The Notes were issued under the Subordinated Indenture, dated as of November 5, 2025 (the “Base Indenture”), as supplemented by the First Supplemental Indenture, dated as of November 10, 2025 (the “First Supplemental Indenture” and, together with the Base Indenture, the “Indenture”), between the Company and Wilmington Trust, National Association, as trustee.
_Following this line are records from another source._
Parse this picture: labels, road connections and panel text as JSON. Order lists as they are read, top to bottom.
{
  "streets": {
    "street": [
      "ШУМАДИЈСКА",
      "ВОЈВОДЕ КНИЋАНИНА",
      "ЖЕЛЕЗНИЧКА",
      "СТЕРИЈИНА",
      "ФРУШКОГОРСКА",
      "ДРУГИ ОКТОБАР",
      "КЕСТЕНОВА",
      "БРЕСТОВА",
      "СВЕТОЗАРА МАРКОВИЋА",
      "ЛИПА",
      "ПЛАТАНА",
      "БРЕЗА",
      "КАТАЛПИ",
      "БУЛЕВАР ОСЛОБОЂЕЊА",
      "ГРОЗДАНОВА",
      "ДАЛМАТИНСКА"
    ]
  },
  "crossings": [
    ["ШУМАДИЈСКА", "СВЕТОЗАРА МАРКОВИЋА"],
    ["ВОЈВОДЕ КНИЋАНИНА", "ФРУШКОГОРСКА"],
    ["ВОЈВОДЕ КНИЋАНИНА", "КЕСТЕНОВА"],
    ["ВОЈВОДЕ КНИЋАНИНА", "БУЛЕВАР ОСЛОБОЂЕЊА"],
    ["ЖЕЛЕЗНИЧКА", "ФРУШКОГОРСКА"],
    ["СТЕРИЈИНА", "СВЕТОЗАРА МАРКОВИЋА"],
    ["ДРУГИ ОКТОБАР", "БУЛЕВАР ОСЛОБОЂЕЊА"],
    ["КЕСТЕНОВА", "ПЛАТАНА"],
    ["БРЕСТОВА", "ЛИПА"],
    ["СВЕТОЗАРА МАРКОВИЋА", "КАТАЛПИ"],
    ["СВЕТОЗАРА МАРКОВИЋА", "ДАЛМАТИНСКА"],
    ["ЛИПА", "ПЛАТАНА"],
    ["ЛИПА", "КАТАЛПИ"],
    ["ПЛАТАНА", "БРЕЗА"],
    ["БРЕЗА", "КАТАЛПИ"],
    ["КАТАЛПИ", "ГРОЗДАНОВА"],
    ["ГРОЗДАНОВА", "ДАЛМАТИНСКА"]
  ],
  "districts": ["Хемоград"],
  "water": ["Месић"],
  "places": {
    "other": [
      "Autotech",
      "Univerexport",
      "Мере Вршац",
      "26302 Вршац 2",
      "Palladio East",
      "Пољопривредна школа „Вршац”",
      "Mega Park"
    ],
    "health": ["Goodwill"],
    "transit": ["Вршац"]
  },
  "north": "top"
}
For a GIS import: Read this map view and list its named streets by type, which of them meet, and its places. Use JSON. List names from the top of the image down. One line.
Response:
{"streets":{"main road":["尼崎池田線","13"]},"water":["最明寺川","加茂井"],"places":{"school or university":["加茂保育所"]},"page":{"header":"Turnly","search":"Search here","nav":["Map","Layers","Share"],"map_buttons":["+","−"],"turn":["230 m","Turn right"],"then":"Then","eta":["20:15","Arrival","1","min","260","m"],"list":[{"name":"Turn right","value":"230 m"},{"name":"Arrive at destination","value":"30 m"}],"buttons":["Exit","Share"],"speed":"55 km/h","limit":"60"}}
From and including the date of issuance to, but excluding, December 1, 2030, or earlier redemption date, the Notes will bear interest at an initial fixed rate of 6.375% per annum, payable semi-annually in arrears on June 1 and December 1 of each year, commencing on June 1, 2026. From and including December 1, 2030 to, but excluding the maturity date, December 1, 2035, or earlier redemption date, the Notes will bear interest at a floating rate per annum equal to a benchmark rate, which is expected to be Three-Month Term SOFR (as defined in the First Supplemental Indenture), plus 300 basis points, payable quarterly in arrears on March 1, June 1, September 1 and December 1 of each year, commencing on March 1, 2031. Notwithstanding the foregoing, if the benchmark rate is less than zero, then the benchmark rate shall be deemed to be zero.
The Company may, at its option, redeem the Notes (i) in whole or in part beginning with the interest payment date of December 1, 2030, and on any interest payment date thereafter or (ii) in whole but not in part upon the occurrence of a “Tax Event,” a “Tier 2 Capital Event” or the Company becoming required to register as an investment company pursuant to the Investment Company Act of 1940, as amended. The redemption price for any redemption is 100% of the principal amount of the Notes, plus accrued and unpaid interest thereon to, but excluding, the date of redemption. Any redemption of the Notes will be subject to the receipt of the approval of the Board of Governors of the Federal Reserve System to the extent then required under applicable laws or regulations, including capital regulations.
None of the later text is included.